*** RECORDS FOR PROCESSING Section Begins ***

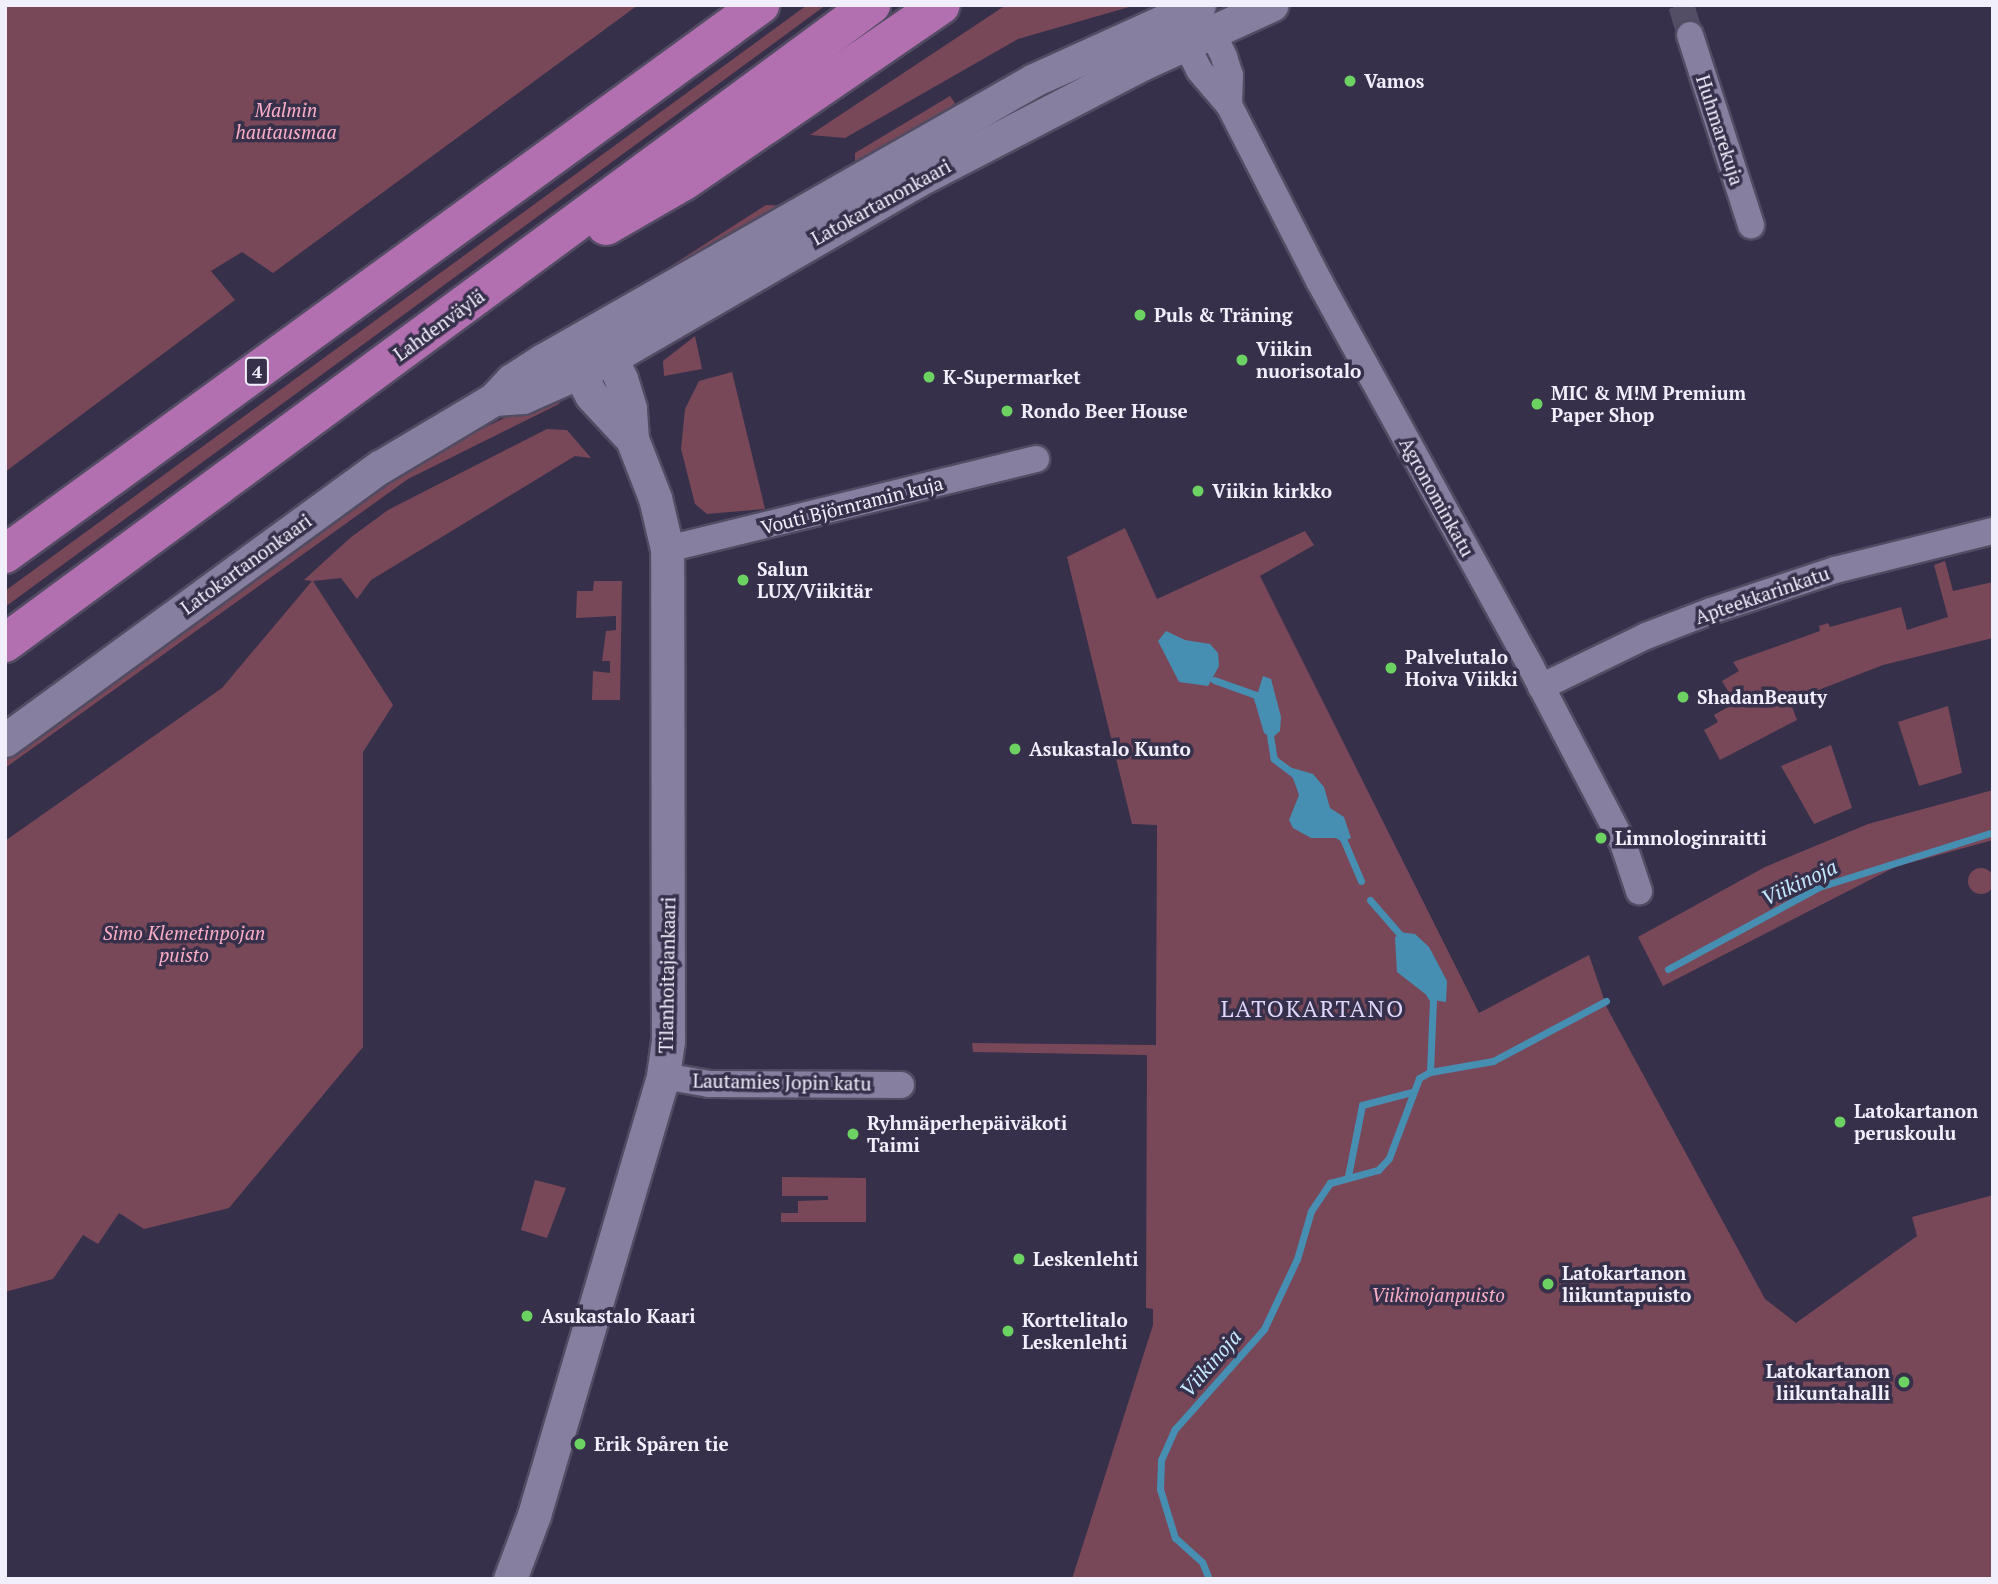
<!DOCTYPE html>
<html>
<head>
<meta charset="utf-8">
<style>
  body { margin:0 }
  #map { position:relative; width:1998px; height:1584px; overflow:hidden; background:#37304b; font-family:"PT Serif",serif }
  div>[style] { position:absolute }
  .green>* { inset:0; background:#784858 }
  .round { border-radius:50% }
  .water>* { inset:0; background:#478eb3 }
  .stream>* { height:7px; margin:-3.5px; padding:0 3.5px; transform-origin:3.5px; border-radius:3.5px; background:#478eb3 }
  .minor-tunnel>* { height:26px; margin-top:-13px; transform-origin:0; background:repeating-linear-gradient(90deg,#534d66 0 26px,transparent 0 39px) }
  .roads { filter:drop-shadow(2px 0 #524b62) drop-shadow(-2px 0 #524b62) drop-shadow(0 2px #524b62) drop-shadow(0 -2px #524b62) }
  .minor>* { height:26px; margin:-13px; padding:0 13px; transform-origin:13px; border-radius:13px; background:#877f9f }
  .tertiary>* { height:33px; margin:-16.5px; padding:0 16.5px; transform-origin:16.5px; border-radius:16.5px; background:#877f9f }
  .motorway>* { height:38px; margin:-19px; padding:0 19px; transform-origin:19px; border-radius:19px; background:#b270b1 }
  .dots>* { width:19px; height:19px; translate:-50% -50%; box-sizing:border-box; border:4px solid #37304b; border-radius:50% }
  span { translate:-50% -50%; white-space:nowrap; text-align:center; line-height:1.15; -webkit-text-stroke:7px #37304b; paint-order:stroke }
  .shield-label span { padding:2px 5px; background:#37304b; border:2px solid; border-radius:5px; -webkit-text-stroke-width:0 }
  .shield-label { font-size:18px; color:#f2effd; font-weight:700 }
  .poi-label { font-size:19px; color:#f2effd; font-weight:700 }
  .left { translate:0 -50%; text-align:left }
  .right { translate:-100% -50%; text-align:right }
  .park-label { font-size:19px; color:#fcaec7; font-style:italic }
  .street-label { font-size:19px; color:#f2effd }
  .water-label { font-size:21px; color:#c3e8fd; font-style:italic }
  .quarter-label { font-size:23px; color:#dfd6fa; letter-spacing:2px }
  .frame { position:absolute; inset:0; border:7px solid #f2effd; pointer-events:none }
</style>
</head>
<body>
<div id="map">
  <div class="green">
    <div style="clip-path:polygon(5px 5px,638px 5px,273px 273px,242px 252px,211px 271px,235px 300px,5px 472px)"></div>
    <div style="clip-path:polygon(807px 5px,826px 5px,5px 607px,5px 591px)"></div>
    <div style="clip-path:polygon(1006px 5px,1136px 5px,1018px 39px,845px 138px,810px 135px)"></div>
    <div style="clip-path:polygon(950px 96px,955px 103px,918px 133px,855px 171px,855px 153px)"></div>
    <div style="clip-path:polygon(766px 205px,794px 206px,634px 293px,677px 262px)"></div>
    <div style="clip-path:polygon(695px 336px,702px 369px,664px 376px,663px 361px)"></div>
    <div style="clip-path:polygon(732px 372px,765px 509px,707px 514px,695px 504px,681px 449px,685px 409px,699px 381px)"></div>
    <div style="clip-path:polygon(561px 397px,559px 404px,408px 479px,5px 768px,5px 756px,275px 558px,425px 457px,539px 401px)"></div>
    <div style="clip-path:polygon(547px 429px,567px 430px,591px 458px,575px 456px,371px 580px,357px 599px,341px 578px,313px 581px,393px 705px,363px 752px,363px 1047px,229px 1208px,144px 1229px,119px 1213px,98px 1244px,83px 1235px,53px 1279px,5px 1292px,5px 841px,222px 688px,312px 581px,304px 580px,350px 538px,388px 510px)"></div>
    <div style="clip-path:polygon(1125px 528px,1157px 599px,1305px 531px,1314px 545px,1260px 576px,1479px 1013px,1589px 955px,1607px 1008px,1765px 1299px,1796px 1323px,1917px 1236px,1912px 1217px,1993px 1195px,1993px 1579px,1072px 1579px,1153px 1325px,1153px 1309px,1146px 1308px,1147px 1055px,973px 1052px,972px 1043px,1156px 1045px,1157px 825px,1132px 824px,1067px 557px)"></div>
    <div style="clip-path:polygon(1945px 561px,1953px 591px,1993px 582px,1993px 638px,1883px 665px,1790px 701px,1797px 720px,1720px 760px,1704px 730px,1718px 722px,1714px 715px,1735px 703px,1722px 681px,1739px 671px,1733px 662px,1820px 631px,1819px 626px,1828px 623px,1830px 627px,1901px 607px,1907px 630px,1948px 617px,1934px 565px)"></div>
    <div style="clip-path:polygon(594px 581px,622px 581px,620px 700px,592px 700px,593px 671px,610px 673px,610px 661px,602px 661px,606px 631px,616px 630px,616px 616px,576px 618px,577px 591px,593px 591px)"></div>
    <div style="clip-path:polygon(1948px 706px,1962px 773px,1919px 786px,1898px 722px)"></div>
    <div style="clip-path:polygon(1831px 745px,1852px 808px,1814px 824px,1781px 766px)"></div>
    <div style="clip-path:polygon(1993px 790px,1993px 840px,1895px 867px,1663px 986px,1638px 937px,1765px 867px,1868px 824px)"></div>
    <div class="round" style="left:1968px;top:868px;width:26px;height:26px"></div>
    <div style="clip-path:polygon(782px 1177px,866px 1178px,866px 1222px,781px 1222px,781px 1213px,798px 1213px,798px 1201px,828px 1200px,828px 1196px,782px 1196px)"></div>
    <div style="clip-path:polygon(535px 1180px,566px 1188px,547px 1238px,521px 1230px)"></div>
  </div>
  <div class="water">
    <div style="clip-path:polygon(1166px 631px,1185px 640px,1210px 644px,1218px 653px,1219px 666px,1208px 686px,1179px 682px,1158px 641px)"></div>
    <div style="clip-path:polygon(1263px 676px,1271px 679px,1281px 717px,1280px 731px,1272px 738px,1264px 733px,1255px 702px)"></div>
    <div style="clip-path:polygon(1289px 767px,1313px 774px,1324px 787px,1330px 808px,1344px 817px,1351px 838px,1342px 842px,1336px 838px,1311px 838px,1293px 828px,1289px 820px,1299px 795px)"></div>
    <div style="clip-path:polygon(1399px 932px,1415px 934px,1429px 947px,1447px 981px,1446px 1002px,1433px 1000px,1397px 972px,1395px 938px)"></div>
  </div>
  <div class="stream">
    <div style="left:1214px;top:680px;width:45px;rotate:19.7deg"></div>
    <div style="left:1256px;top:695px;width:6px;rotate:72deg"></div>
    <div style="left:1269px;top:729px;width:30px;rotate:81deg"></div>
    <div style="left:1274px;top:759px;width:26px;rotate:37deg"></div>
    <div style="left:1341px;top:834px;width:51px;rotate:66.9deg"></div>
    <div style="left:1370px;top:900px;width:50px;rotate:49deg"></div>
    <div style="left:1668px;top:969px;width:172px;rotate:-28.5deg"></div>
    <div style="left:1819px;top:887px;width:182px;rotate:-17.5deg"></div>
    <div style="left:1429px;top:993px;width:8px;rotate:60deg"></div>
    <div style="left:1433px;top:1000px;width:72px;rotate:92.4deg"></div>
    <div style="left:1348px;top:1176px;width:72px;rotate:-78.8deg"></div>
    <div style="left:1362px;top:1105px;width:52px;rotate:-14.6deg"></div>
    <div style="left:1209px;top:1579px;width:18px;rotate:-112deg"></div>
    <div style="left:1202px;top:1562px;width:36px;rotate:-138deg"></div>
    <div style="left:1175px;top:1538px;width:51px;rotate:-107deg"></div>
    <div style="left:1160px;top:1489px;width:29px;rotate:-88deg"></div>
    <div style="left:1161px;top:1460px;width:34px;rotate:-66deg"></div>
    <div style="left:1175px;top:1429px;width:134px;rotate:-48.3deg"></div>
    <div style="left:1264px;top:1329px;width:77px;rotate:-64.8deg"></div>
    <div style="left:1297px;top:1259px;width:50px;rotate:-73.7deg"></div>
    <div style="left:1311px;top:1211px;width:34px;rotate:-56deg"></div>
    <div style="left:1330px;top:1183px;width:50px;rotate:-15.2deg"></div>
    <div style="left:1378px;top:1170px;width:16px;rotate:-47deg"></div>
    <div style="left:1389px;top:1158px;width:85px;rotate:-69.4deg"></div>
    <div style="left:1419px;top:1078px;width:13px;rotate:-29deg"></div>
    <div style="left:1430px;top:1072px;width:64px;rotate:-9.9deg"></div>
    <div style="left:1493px;top:1061px;width:128px;rotate:-28deg"></div>
  </div>
  <div class="minor-tunnel">
    <div style="left:1681px;top:5px;width:31px;rotate:73deg"></div>
  </div>
  <div class="roads">
    <div class="minor">
      <div style="left:1200px;top:20px;width:17px;rotate:45deg"></div>
      <div style="left:1212px;top:32px;width:28px;rotate:64deg"></div>
      <div style="left:1224px;top:57px;width:19px;rotate:72deg"></div>
      <div style="left:1230px;top:75px;width:30px;rotate:92deg"></div>
      <div style="left:1187px;top:25px;width:19px;rotate:93deg"></div>
      <div style="left:1186px;top:44px;width:29px;rotate:63deg"></div>
      <div style="left:1199px;top:70px;width:46px;rotate:49.4deg"></div>
      <div style="left:1229px;top:105px;width:198px;rotate:62.9deg"></div>
      <div style="left:1319px;top:281px;width:440px;rotate:61.2deg"></div>
      <div style="left:1531px;top:667px;width:199px;rotate:62.4deg"></div>
      <div style="left:1623px;top:843px;width:51px;rotate:71.6deg"></div>
      <div style="left:1690px;top:35px;width:200px;rotate:72.2deg"></div>
      <div style="left:667px;top:549px;width:380px;rotate:-13.7deg"></div>
      <div style="left:1541px;top:687px;width:117px;rotate:-25.9deg"></div>
      <div style="left:1646px;top:636px;width:70px;rotate:-21deg"></div>
      <div style="left:1711px;top:611px;width:131px;rotate:-18.3deg"></div>
      <div style="left:1835px;top:570px;width:163px;rotate:-13.9deg"></div>
      <div style="left:663px;top:1076px;width:48px;rotate:9.7deg"></div>
      <div style="left:710px;top:1084px;width:191px;rotate:0.3deg"></div>
    </div>
    <div class="tertiary">
      <div style="left:579px;top:353px;width:20px;rotate:90deg"></div>
      <div style="left:579px;top:373px;width:25px;rotate:61deg"></div>
      <div style="left:591px;top:395px;width:60px;rotate:47deg"></div>
      <div style="left:494px;top:399px;width:29px;rotate:-4deg"></div>
      <div style="left:523px;top:397px;width:96px;rotate:-23.9deg"></div>
      <div style="left:611px;top:358px;width:353px;rotate:-30.1deg"></div>
      <div style="left:916px;top:181px;width:257px;rotate:-27.4deg"></div>
      <div style="left:1144px;top:63px;width:140px;rotate:-24.5deg"></div>
      <div style="left:5px;top:740px;width:464px;rotate:-36.1deg"></div>
      <div style="left:380px;top:467px;width:133px;rotate:-30.8deg"></div>
      <div style="left:494px;top:399px;width:26px;rotate:-47deg"></div>
      <div style="left:512px;top:380px;width:37px;rotate:-33deg"></div>
      <div style="left:543px;top:360px;width:565px;rotate:-29.69deg"></div>
      <div style="left:1034px;top:80px;width:181px;rotate:-24.4deg"></div>
      <div style="left:510px;top:1579px;width:68px;rotate:-69.4deg"></div>
      <div style="left:534px;top:1515px;width:458px;rotate:-73.6deg"></div>
      <div style="left:663px;top:1076px;width:35px;rotate:-82deg"></div>
      <div style="left:668px;top:1041px;width:492px;rotate:-90.1deg"></div>
      <div style="left:667px;top:549px;width:52px;rotate:-103.2deg"></div>
      <div style="left:655px;top:498px;width:63px;rotate:-111.3deg"></div>
      <div style="left:632px;top:439px;width:31px;rotate:-94deg"></div>
      <div style="left:630px;top:408px;width:30px;rotate:-107deg"></div>
      <div style="left:621px;top:379px;width:23px;rotate:-115deg"></div>
      <div style="left:611px;top:358px;width:36px;rotate:-150deg"></div>
    </div>
    <div class="motorway">
      <div style="left:606px;top:226px;width:90px;rotate:-30deg"></div>
      <div style="left:684px;top:181px;width:311px;rotate:-34.4deg"></div>
      <div style="left:5px;top:554px;width:934px;rotate:-36.02deg"></div>
      <div style="left:5px;top:643px;width:1076px;rotate:-36.38deg"></div>
    </div>
  </div>
  <div class="dots">
    <div style="left:1350px;top:81px;background:#6cd362"></div>
    <div style="left:1140px;top:315px;background:#6cd362"></div>
    <div style="left:1242px;top:360px;background:#6cd362"></div>
    <div style="left:929px;top:377px;background:#6cd362"></div>
    <div style="left:1537px;top:404px;background:#6cd362"></div>
    <div style="left:1007px;top:411px;background:#6cd362"></div>
    <div style="left:1198px;top:491px;background:#6cd362"></div>
    <div style="left:743px;top:580px;background:#6cd362"></div>
    <div style="left:1391px;top:668px;background:#6cd362"></div>
    <div style="left:1683px;top:697px;background:#6cd362"></div>
    <div style="left:1015px;top:749px;background:#6cd362"></div>
    <div style="left:1601px;top:838px;background:#6cd362"></div>
    <div style="left:1840px;top:1122px;background:#6cd362"></div>
    <div style="left:853px;top:1134px;background:#6cd362"></div>
    <div style="left:1019px;top:1259px;background:#6cd362"></div>
    <div style="left:1548px;top:1284px;background:#6cd362"></div>
    <div style="left:527px;top:1316px;background:#6cd362"></div>
    <div style="left:1008px;top:1331px;background:#6cd362"></div>
    <div style="left:1904px;top:1382px;background:#6cd362"></div>
    <div style="left:580px;top:1444px;background:#6cd362"></div>
  </div>
  <div class="shield-label">
    <span style="left:257px;top:371px">4</span>
  </div>
  <div class="poi-label">
    <span class="left" style="left:1364px;top:81px">Vamos</span>
    <span class="left" style="left:1154px;top:315px">Puls &amp; Träning</span>
    <span class="left" style="left:1256px;top:360px">Viikin<br>nuorisotalo</span>
    <span class="left" style="left:943px;top:377px">K-Supermarket</span>
    <span class="left" style="left:1551px;top:404px">MIC &amp; M!M Premium<br>Paper Shop</span>
    <span class="left" style="left:1021px;top:411px">Rondo Beer House</span>
    <span class="left" style="left:1212px;top:491px">Viikin kirkko</span>
    <span class="left" style="left:757px;top:580px">Salun<br>LUX/Viikitär</span>
    <span class="left" style="left:1405px;top:668px">Palvelutalo<br>Hoiva Viikki</span>
    <span class="left" style="left:1697px;top:697px">ShadanBeauty</span>
    <span class="left" style="left:1029px;top:749px">Asukastalo Kunto</span>
    <span class="left" style="left:1615px;top:838px">Limnologinraitti</span>
    <span class="left" style="left:1854px;top:1122px">Latokartanon<br>peruskoulu</span>
    <span class="left" style="left:867px;top:1134px">Ryhmäperhepäiväkoti<br>Taimi</span>
    <span class="left" style="left:1033px;top:1259px">Leskenlehti</span>
    <span class="left" style="left:1562px;top:1284px">Latokartanon<br>liikuntapuisto</span>
    <span class="left" style="left:541px;top:1316px">Asukastalo Kaari</span>
    <span class="left" style="left:1022px;top:1331px">Korttelitalo<br>Leskenlehti</span>
    <span class="right" style="left:1890px;top:1382px">Latokartanon<br>liikuntahalli</span>
    <span class="left" style="left:594px;top:1444px">Erik Spåren tie</span>
  </div>
  <div class="park-label">
    <span style="left:286px;top:121px">Malmin<br>hautausmaa</span>
    <span style="left:184px;top:944px">Simo Klemetinpojan<br>puisto</span>
    <span style="left:1438px;top:1295px">Viikinojanpuisto</span>
  </div>
  <div class="street-label">
    <span style="left:1720px;top:130px;rotate:72deg">Huhmarekuja</span>
    <span style="left:881px;top:202px;rotate:-29deg">Latokartanonkaari</span>
    <span style="left:439px;top:325px;rotate:-36deg">Lahdenväylä</span>
    <span style="left:1437px;top:497px;rotate:61deg">Agronominkatu</span>
    <span style="left:852px;top:505px;rotate:-14deg">Vouti Björnramin kuja</span>
    <span style="left:246px;top:564px;rotate:-36deg">Latokartanonkaari</span>
    <span style="left:1762px;top:595px;rotate:-19deg">Apteekkarinkatu</span>
    <span style="left:667px;top:975px;rotate:-89deg">Tilanhoitajankaari</span>
    <span style="left:782px;top:1082px;rotate:1deg">Lautamies Jopin katu</span>
  </div>
  <div class="water-label">
    <span style="left:1799px;top:882px;rotate:-25deg">Viikinoja</span>
    <span style="left:1210px;top:1363px;rotate:-49deg">Viikinoja</span>
  </div>
  <div class="quarter-label">
    <span style="left:1313px;top:1009px">LATOKARTANO</span>
  </div>
  <div class="frame"></div>
</div>
</body>
</html>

*** RECORDS FOR PROCESSING Section Ends ***

WHAT TO PRODUCE: Whenever the word "weight" shows up in a line of the entries, list that line.

RESPONSE AREA:
  .shield-label { font-size:18px; color:#f2effd; font-weight:700 }
  .poi-label { font-size:19px; color:#f2effd; font-weight:700 }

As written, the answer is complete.